Adverse Events During Psychotherapy
Adverse Events During Psychotherapy
Meister, R., Lanio, J., Fangmeier, T., Harter, M., Schramm, E., … Kriston, L. (2020). Adverse events during a disorder‐specific psychotherapy compared to a nonspecific psychotherapy in patients with chronic depression. Journal of Clinical Psychology, 76, 7-19.
Adverse events refer to negative or unwanted outcomes of psychotherapy that may be due to the therapy itself when delivered correctly, or to the application of the therapy when delivered incorrectly. For example, patients may report worsening of symptoms, relationship problems with partners or family, problems at work, stigma, and other disadvantages. Adverse events during pharmacologic treatment are well studied and are often considered when making treatment decisions. However, adverse events in psychotherapy are largely ignored in the research and clinical literature.

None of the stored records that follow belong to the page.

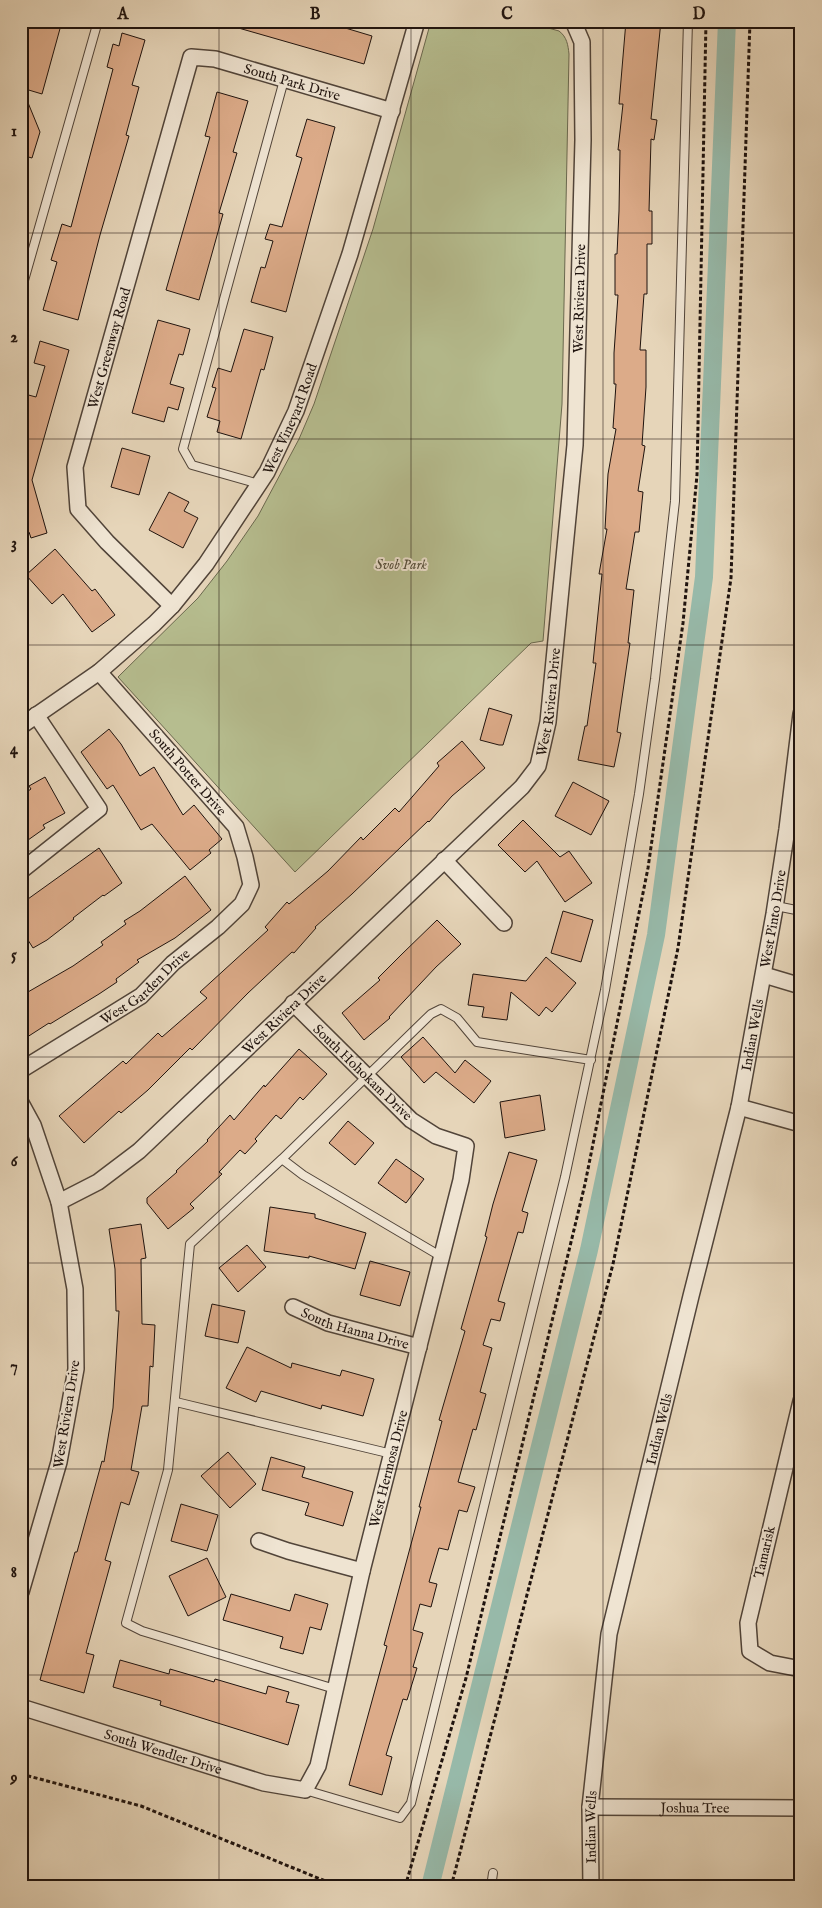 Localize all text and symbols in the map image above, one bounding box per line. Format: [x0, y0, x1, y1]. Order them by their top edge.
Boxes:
text: A [117, 5, 130, 25]
text: B [310, 5, 321, 25]
text: C [501, 5, 513, 25]
text: D [693, 5, 706, 25]
street label: South Park Drive [242, 60, 343, 106]
text: 1 [11, 122, 17, 142]
street label: West Riviera Drive [569, 243, 590, 353]
street label: West Greenway Road [84, 285, 135, 411]
text: 2 [10, 328, 18, 348]
street label: West Vineyard Road [259, 360, 322, 477]
text: 3 [11, 534, 17, 554]
park label: Svob Park [375, 556, 427, 574]
street label: West Riviera Drive [532, 646, 565, 758]
street label: South Potter Drive [145, 725, 230, 820]
text: 4 [10, 740, 19, 760]
street label: West Pinto Drive [756, 868, 791, 969]
street label: West Garden Drive [97, 945, 194, 1029]
text: 5 [11, 946, 17, 966]
street label: West Riviera Drive [239, 970, 331, 1058]
street label: Indian Wells [738, 998, 768, 1073]
street label: South Hohokam Drive [309, 1021, 416, 1125]
text: 6 [11, 1152, 19, 1172]
street label: South Hanna Drive [298, 1304, 411, 1354]
text: 7 [10, 1357, 18, 1377]
street label: West Riviera Drive [50, 1358, 85, 1470]
street label: Indian Wells [642, 1392, 677, 1467]
street label: West Hermosa Drive [365, 1408, 413, 1529]
street label: Tamarisk [750, 1524, 780, 1580]
text: 8 [11, 1563, 17, 1583]
street label: South Wendler Drive [102, 1726, 225, 1779]
text: 9 [10, 1769, 18, 1789]
street label: Indian Wells [582, 1790, 602, 1864]
street label: Joshua Tree [659, 1799, 730, 1818]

A recent meta analysis reported that the median deterioration rates in psychotherapy studies is about 4%, which is likely less than half the rate of deterioration seen in regular clinical practice. In this study, Meister and colleagues look at deterioration rates in a randomized controlled trial comparing the Cognitive Behavioral Assessment System of Psychotherapy (CBASP) versus non-supportive psychotherapy (NSP). In that study that was previously summarized in this blog, 262 depressed patients were randomly assigned to receive 24 weeks of either CBASP or NSP. Participants who received CBASP were slightly better off than those who got NSP, and the drop-out rates were equivalent between conditions. Therapists asked patients at each session if the patient experienced an adverse event in the previous week. Patients reported an average of about 12 adverse events during the 24 weeks of psychotherapy, and there was no difference in the number of adverse events between CBASP and NSP. However, patients receiving CBASP reported more severe adverse events related to their personal life and work life compared to patients receiving NSP. Suicidal thoughts were infrequently reported by patients, and their frequency did not differ between CBASP and NSP.
Practice Implications
The study highlights that symptoms and interpersonal conflicts may temporarily increase as a result of being in psychotherapy. The authors argued that the increases in problems with work and personal relationships may be due to the specific interpersonal treatment elements of CBASP that require changes in the patient’s interpersonal behaviors that temporarily may be disruptive to their lives. Therapists may consider informing patients about the possible temporary negative effects of psychotherapy on their relationships or functioning. This preparation might help patients to make informed decisions about psychotherapy and to prepare them to cope with changes in their relationships.